▶ **TASK BRIEF**:
Return every line from the one with "g.font = font" through the one with "M1575,10H1606L1586,25Z", inclusive, exactly as it appears below.

▶ **SUPPLIED RECORDS**:
_ _ _ _
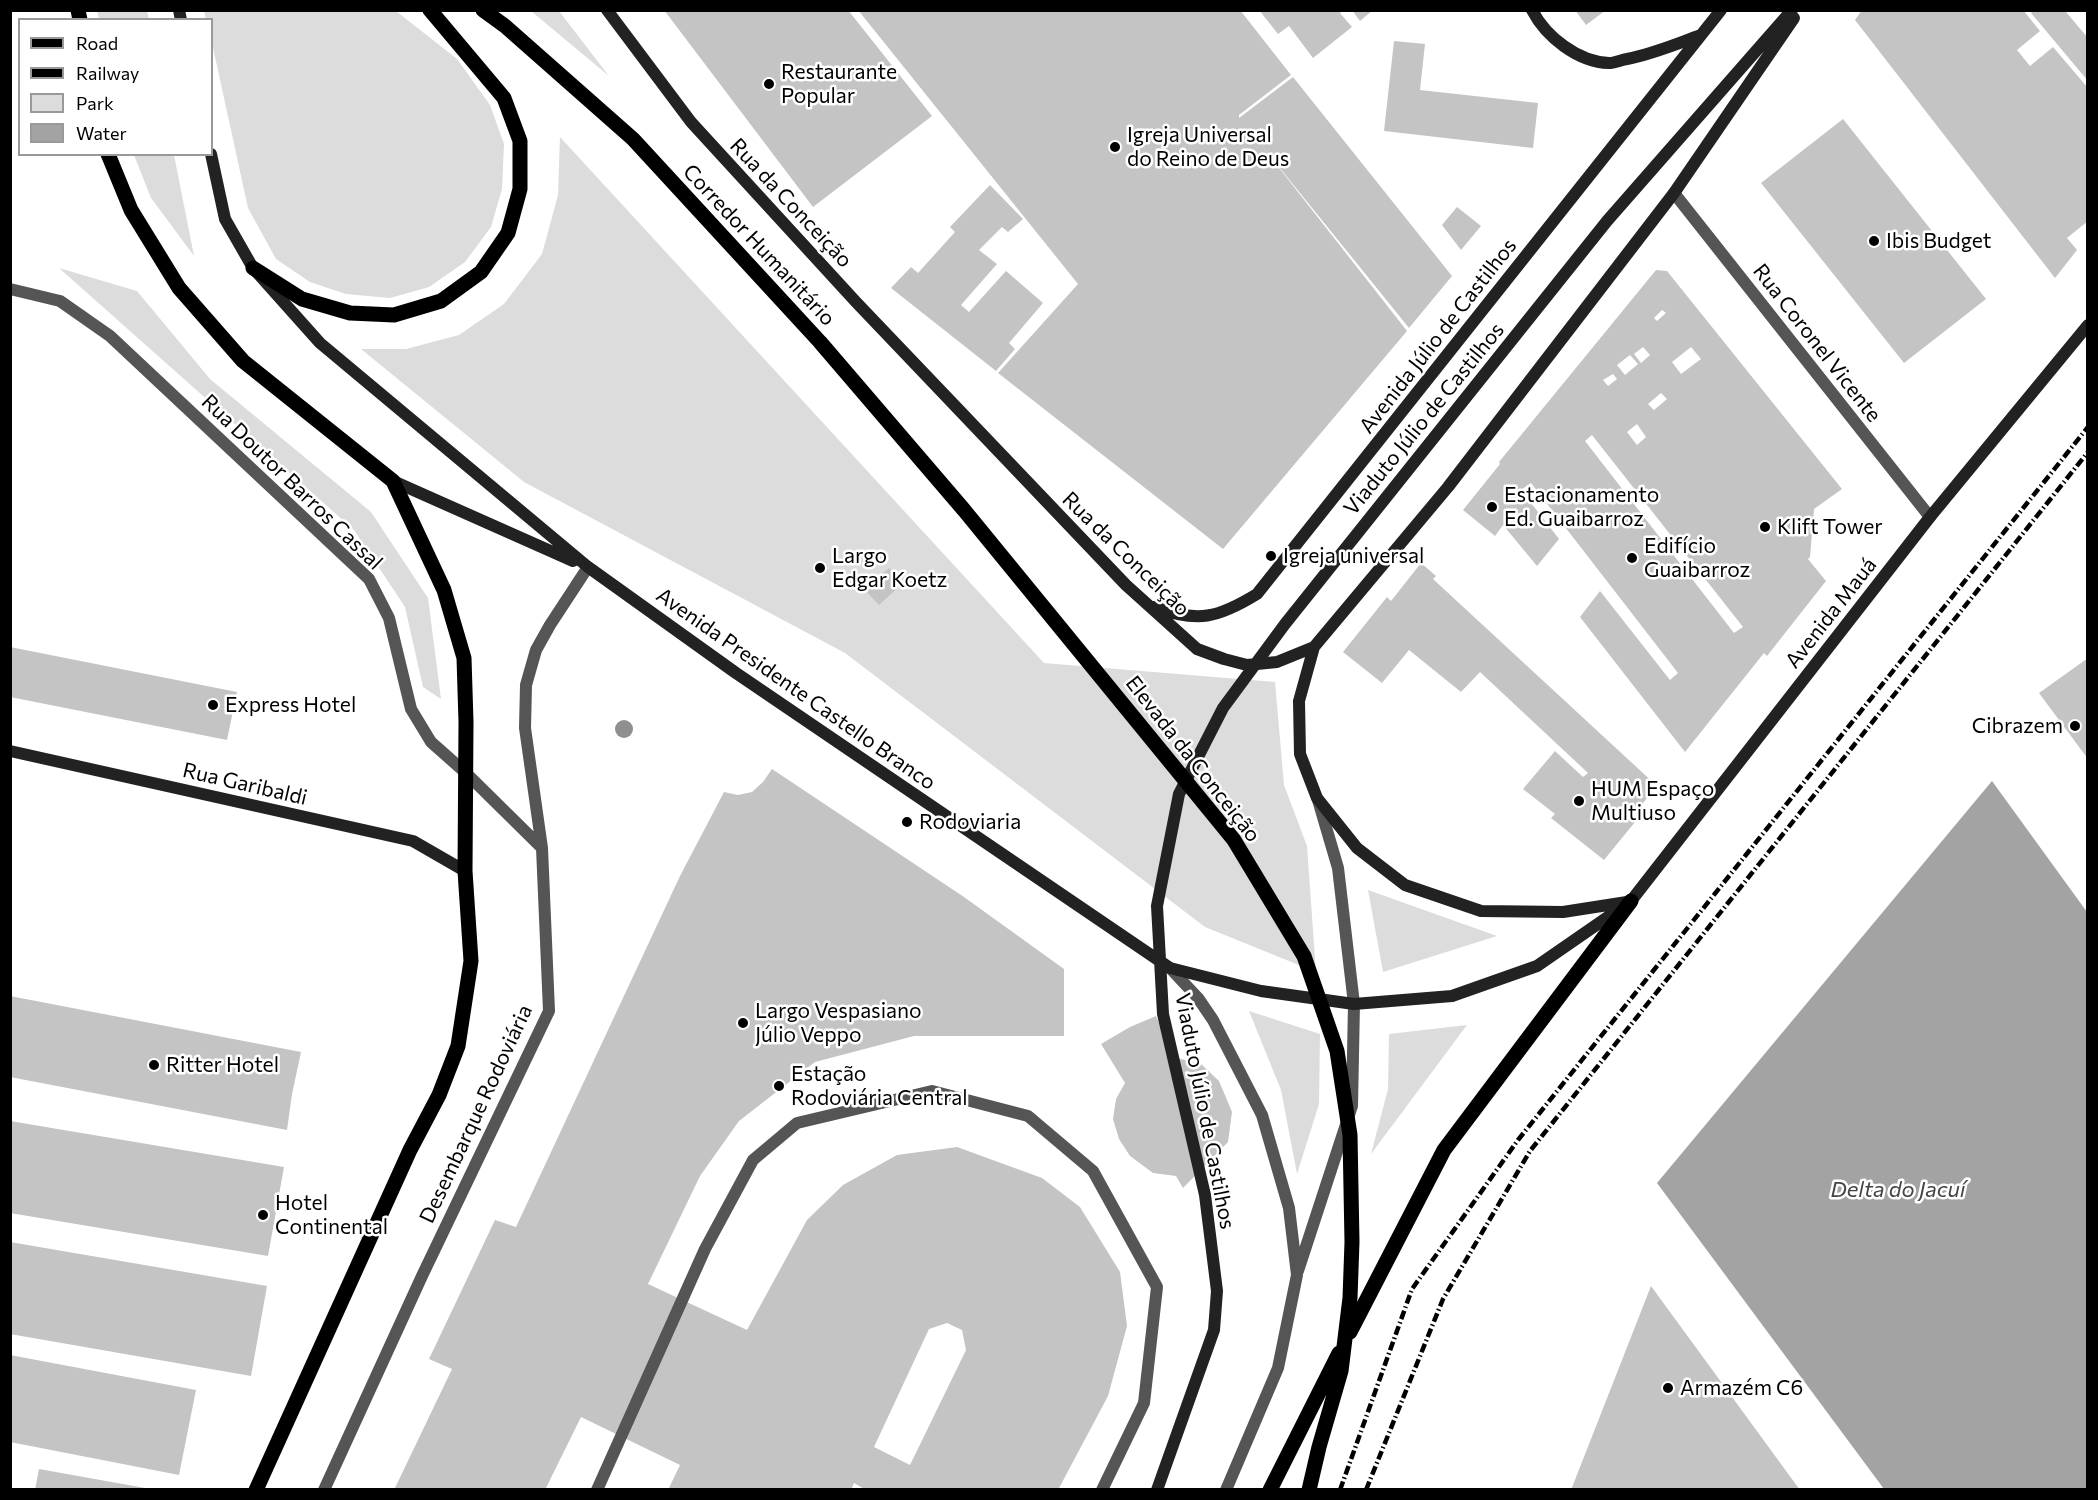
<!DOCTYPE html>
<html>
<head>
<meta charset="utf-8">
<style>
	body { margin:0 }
	#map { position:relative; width:2098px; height:1500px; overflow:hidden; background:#fff; font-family:Commissioner,sans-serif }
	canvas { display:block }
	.frame { position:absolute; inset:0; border:12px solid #000; pointer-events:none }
	.legend { position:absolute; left:18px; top:18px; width:195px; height:138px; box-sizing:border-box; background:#fff; border:2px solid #999; margin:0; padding:8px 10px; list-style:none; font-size:18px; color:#000 }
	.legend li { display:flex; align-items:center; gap:12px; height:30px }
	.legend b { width:30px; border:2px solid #999 }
</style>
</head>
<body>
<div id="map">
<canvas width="2098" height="1500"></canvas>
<div class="frame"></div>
<ul class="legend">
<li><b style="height:8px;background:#000"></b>Road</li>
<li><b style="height:8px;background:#000"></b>Railway</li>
<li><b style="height:16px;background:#dcdcdc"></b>Park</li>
<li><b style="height:16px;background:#a3a3a3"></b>Water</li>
</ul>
</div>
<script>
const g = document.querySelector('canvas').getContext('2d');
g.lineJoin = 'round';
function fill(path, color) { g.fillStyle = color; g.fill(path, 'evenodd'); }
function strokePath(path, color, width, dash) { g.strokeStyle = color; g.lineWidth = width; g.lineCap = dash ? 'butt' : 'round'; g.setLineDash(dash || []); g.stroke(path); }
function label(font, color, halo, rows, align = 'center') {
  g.font = font + ' Commissioner,sans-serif'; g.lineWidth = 5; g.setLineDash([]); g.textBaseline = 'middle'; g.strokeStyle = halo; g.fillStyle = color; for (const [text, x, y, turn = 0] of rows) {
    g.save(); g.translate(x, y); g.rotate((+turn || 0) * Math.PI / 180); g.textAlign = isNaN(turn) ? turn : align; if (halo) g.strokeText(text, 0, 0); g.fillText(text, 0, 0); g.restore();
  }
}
fill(new Path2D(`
	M97,11H147L149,19H99Z
	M204,11H396L457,59L490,105L504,144L502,189L491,227L465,262L429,287L390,298L346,294L310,282L276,259L248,208L212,43V20L206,19Z
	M531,11H559L609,76Z
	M560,137L1044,663L1275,682L1284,785L1307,846L1316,972L1205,927L845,653L524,482L361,349H406L459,335L504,304L542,254L558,195Z
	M134,155H174L194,256L151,198Z
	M59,268L137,291L210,379L371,512L428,598L441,699L423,687L405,607L354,530Z
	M1368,890L1497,936L1383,972Z
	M1249,1011L1320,1034L1319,1104L1297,1174L1281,1090Z
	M1467,1025L1371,1154L1388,1089L1389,1034Z`), '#dcdcdc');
fill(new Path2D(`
	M1992,781L2087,912V1489H1884L1657,1183Z`), '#a3a3a3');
fill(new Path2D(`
	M664,10H848L932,116L813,207Z
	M858,10H1240L1291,75L1239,115V118L1293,77L1452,276L1409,328L1258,141L1407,331L1223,549L998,373L1078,284Z
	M1259,10H1343L1340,13L1352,27L1313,58L1289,26L1278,34Z
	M1352,10H1373L1360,21Z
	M1575,10H1606L1586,25Z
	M1862,10H2023L2040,31L2017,50L2030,66L2053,47L2088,88V221L2067,238L2077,250L2055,278L1855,20Z
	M2034,10H2068L2066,12L2088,38V81L2031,13Z
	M1394,41L1425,44L1420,90L1538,103L1533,148L1384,131Z
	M1843,119L1986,299L1904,363L1761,183Z
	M990,185L1023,219L1008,232L1002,227L979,250L997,264L961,305L969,312L1006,271L1043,303L1009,343L1015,349L996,371L891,288L911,267L918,273L955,232L950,227Z
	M1457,207L1481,226L1461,250L1442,225Z
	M1656,270L1667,271L1842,489L1814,509L1810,557L1808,559L1826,581L1767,656L1764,653L1685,752L1580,617L1600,591L1670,680L1678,673L1531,483L1521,490L1559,539L1537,566L1503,525L1495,536L1463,510L1500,464L1499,462ZM1662,310L1666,313L1657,321L1654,318ZM1643,347L1650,355L1641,363L1634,354ZM1691,347L1701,359L1681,374L1672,362ZM1630,355L1638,364L1625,375L1617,365ZM1613,374L1617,379L1608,386L1603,380ZM1661,393L1667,399L1654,410L1648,404ZM1637,424L1646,437L1637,445L1627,432ZM1592,435L1743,627L1734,633L1585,441Z
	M1421,563L1436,576L1433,579L1657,786L1633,815L1630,819L1635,822L1604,860L1551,818L1555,814L1523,789L1555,751L1583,777L1588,773L1480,672L1461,692L1409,650L1382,683L1343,652L1387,597L1391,601Z
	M889,568L903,583L879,605L865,590Z
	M10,647L237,692L227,740L10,697Z
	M2088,658V759L2039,693Z
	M772,769L964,897L1064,969V1036H914L815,1062L739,1121L700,1176L648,1284L747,1330L807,1220L843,1185L897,1155L957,1147L1042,1178L1080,1207L1120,1272L1127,1326L1108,1396L1058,1490H866L854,1483L851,1490H668L680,1465L581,1417L545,1490H394L452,1369L429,1359L495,1220L516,1227L680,876L724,792L738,795L752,792L763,782ZM947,1323L962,1330L966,1350L910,1465L874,1447L929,1329Z
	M10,996L301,1052L292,1094L287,1130L10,1077Z
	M1156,1016L1173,1057L1201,1064L1219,1081L1232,1112L1228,1142L1183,1188L1176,1176L1153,1173L1130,1156L1119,1139L1113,1119L1116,1099L1125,1083L1101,1044L1130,1027Z
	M10,1121L284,1167L268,1256L10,1213Z
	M10,1242L267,1286L251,1376L10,1334Z
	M1651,1286L1800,1490H1571Z
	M10,1355L196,1390L179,1475L10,1442Z
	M39,1469L145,1488V1490H35Z`), '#c4c4c4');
strokePath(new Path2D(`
	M597,1490L705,1249L753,1160L797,1123L932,1091L1028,1116L1093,1171L1157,1287L1144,1403L1102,1490`), '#555', 12);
strokePath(new Path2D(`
	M1674,193L1930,517
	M10,289L60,301L110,336L369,579L389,618L411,709L431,742L466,773L542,848
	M1170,968L1198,998L1213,1020L1262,1115L1289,1208L1297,1275L1278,1368L1226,1490
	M1298,1271L1352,1106L1354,1004L1338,868L1318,800
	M324,1490L422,1276L549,1011L542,848L525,728L526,685L536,650L550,625L588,567`), '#555', 12);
strokePath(new Path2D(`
	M179,10L181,20
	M607,10L691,122L856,302L1126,585L1197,649L1224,659L1247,665L1277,662L1314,647
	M1532,10C1546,37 1578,62 1609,63C1614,63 1621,60 1627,59C1653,54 1676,44 1701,35
	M211,154L225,219L253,268L320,343L588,567L736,673L1170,968L1261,991L1354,1004L1452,996L1537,966L1631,901L1930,517L2088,325
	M393,481L573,561
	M1154,607C1198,623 1218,618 1257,594L1721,10
	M10,751L413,841L465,871
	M1627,902L1563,912L1481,911L1405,885L1357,848L1317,798L1300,754L1299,701L1314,647L1448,487L1674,193L1794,18
	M1157,1490L1214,1330L1217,1291L1205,1195L1163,1014L1157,906L1179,794L1223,708L1285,624L1607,221L1792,10`), '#222', 12);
strokePath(new Path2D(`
	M78,10L80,20
	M483,10L505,26L633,139L820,342L964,510L1234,840L1304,956L1337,1051L1350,1135L1352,1242L1350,1298L1341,1371L1319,1447L1309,1490
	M108,154L131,210L179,288L243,361L393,481L444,590L464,658L466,722L465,871L471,961L458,1046L439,1095L410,1150L256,1490
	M253,268L302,299L350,313L394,315L441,301L481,272L508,233L520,189V141L504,98L430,10
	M1350,1332L1444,1150L1631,901
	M1270,1490L1339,1353`), '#000', 15);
strokePath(new Path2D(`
	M1340,1490L1412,1289L1518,1140L2088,427
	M1366,1490L1443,1299L1530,1151L2088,452`), '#000', 4.5, [9, 3, 1.5, 3]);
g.fillStyle = '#8f8f8f';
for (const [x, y] of [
	[624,729]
]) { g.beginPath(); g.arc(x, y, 9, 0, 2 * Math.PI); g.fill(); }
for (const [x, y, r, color] of [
	[769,84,6,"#000"],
	[1115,147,6,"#000"],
	[1874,241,6,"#000"],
	[1492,507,6,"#000"],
	[1765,527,6,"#000"],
	[1271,556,6,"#000"],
	[1632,558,6,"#000"],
	[820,568,6,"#000"],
	[213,705,6,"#000"],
	[2075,726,6,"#000"],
	[1579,801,6,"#000"],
	[907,822,6,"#000"],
	[743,1023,6,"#000"],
	[154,1065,6,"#000"],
	[779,1086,6,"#000"],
	[263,1215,6,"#000"],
	[1668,1388,6,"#000"]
]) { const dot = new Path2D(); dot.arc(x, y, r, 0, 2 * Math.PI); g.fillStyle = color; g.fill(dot); strokePath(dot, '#fff', 2); }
label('21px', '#000', '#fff', [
	["Restaurante",781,72],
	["Popular",781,96],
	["Igreja Universal",1127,135],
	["do Reino de Deus",1127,159],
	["Ibis Budget",1886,241],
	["Estacionamento",1504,495],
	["Ed. Guaibarroz",1504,519],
	["Klift Tower",1777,527],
	["Edifício",1644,546],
	["Guaibarroz",1644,570],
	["Largo",832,556],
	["Edgar Koetz",832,580],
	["Igreja universal",1283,556],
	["Express Hotel",225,705],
	["Cibrazem",2063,726,"right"],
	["HUM Espaço",1591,789],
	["Multiuso",1591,813],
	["Rodoviaria",919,822],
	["Largo Vespasiano",755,1011],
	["Júlio Veppo",755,1035],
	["Ritter Hotel",166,1065],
	["Estação",791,1074],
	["Rodoviária Central",791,1098],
	["Hotel",275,1203],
	["Continental",275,1227],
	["Armazém C6",1680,1388]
], 'left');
label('21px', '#000', '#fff', [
	["Rua da Conceição",791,203,47],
	["Corredor Humanitário",759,245,47],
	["Avenida Júlio de Castilhos",1438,336,-52],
	["Rua Coronel Vicente",1817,343,52],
	["Viaduto Júlio de Castilhos",1424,419,-51],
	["Rua Doutor Barros Cassal",292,482,44],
	["Rua da Conceição",1126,554,44],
	["Avenida Mauá",1831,613,-52],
	["Avenida Presidente Castello Branco",796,689,35],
	["Elevada da Conceição",1193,759,52],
	["Rua Garibaldi",245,784,13],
	["Viaduto Júlio de Castilhos",1205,1111,79],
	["Desembarque Rodoviária",476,1114,-65]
]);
label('italic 22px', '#444', '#fff', [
	["Delta do Jacuí",1898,1190]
]);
</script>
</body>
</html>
_ _ _ _
▶ **SOLVED EXERCISE**:
  g.font = font + ' Commissioner,sans-serif'; g.lineWidth = 5; g.setLineDash([]); g.textBaseline = 'middle'; g.strokeStyle = halo; g.fillStyle = color; for (const [text, x, y, turn = 0] of rows) {
    g.save(); g.translate(x, y); g.rotate((+turn || 0) * Math.PI / 180); g.textAlign = isNaN(turn) ? turn : align; if (halo) g.strokeText(text, 0, 0); g.fillText(text, 0, 0); g.restore();
  }
}
fill(new Path2D(`
	M97,11H147L149,19H99Z
	M204,11H396L457,59L490,105L504,144L502,189L491,227L465,262L429,287L390,298L346,294L310,282L276,259L248,208L212,43V20L206,19Z
	M531,11H559L609,76Z
	M560,137L1044,663L1275,682L1284,785L1307,846L1316,972L1205,927L845,653L524,482L361,349H406L459,335L504,304L542,254L558,195Z
	M134,155H174L194,256L151,198Z
	M59,268L137,291L210,379L371,512L428,598L441,699L423,687L405,607L354,530Z
	M1368,890L1497,936L1383,972Z
	M1249,1011L1320,1034L1319,1104L1297,1174L1281,1090Z
	M1467,1025L1371,1154L1388,1089L1389,1034Z`), '#dcdcdc');
fill(new Path2D(`
	M1992,781L2087,912V1489H1884L1657,1183Z`), '#a3a3a3');
fill(new Path2D(`
	M664,10H848L932,116L813,207Z
	M858,10H1240L1291,75L1239,115V118L1293,77L1452,276L1409,328L1258,141L1407,331L1223,549L998,373L1078,284Z
	M1259,10H1343L1340,13L1352,27L1313,58L1289,26L1278,34Z
	M1352,10H1373L1360,21Z
	M1575,10H1606L1586,25Z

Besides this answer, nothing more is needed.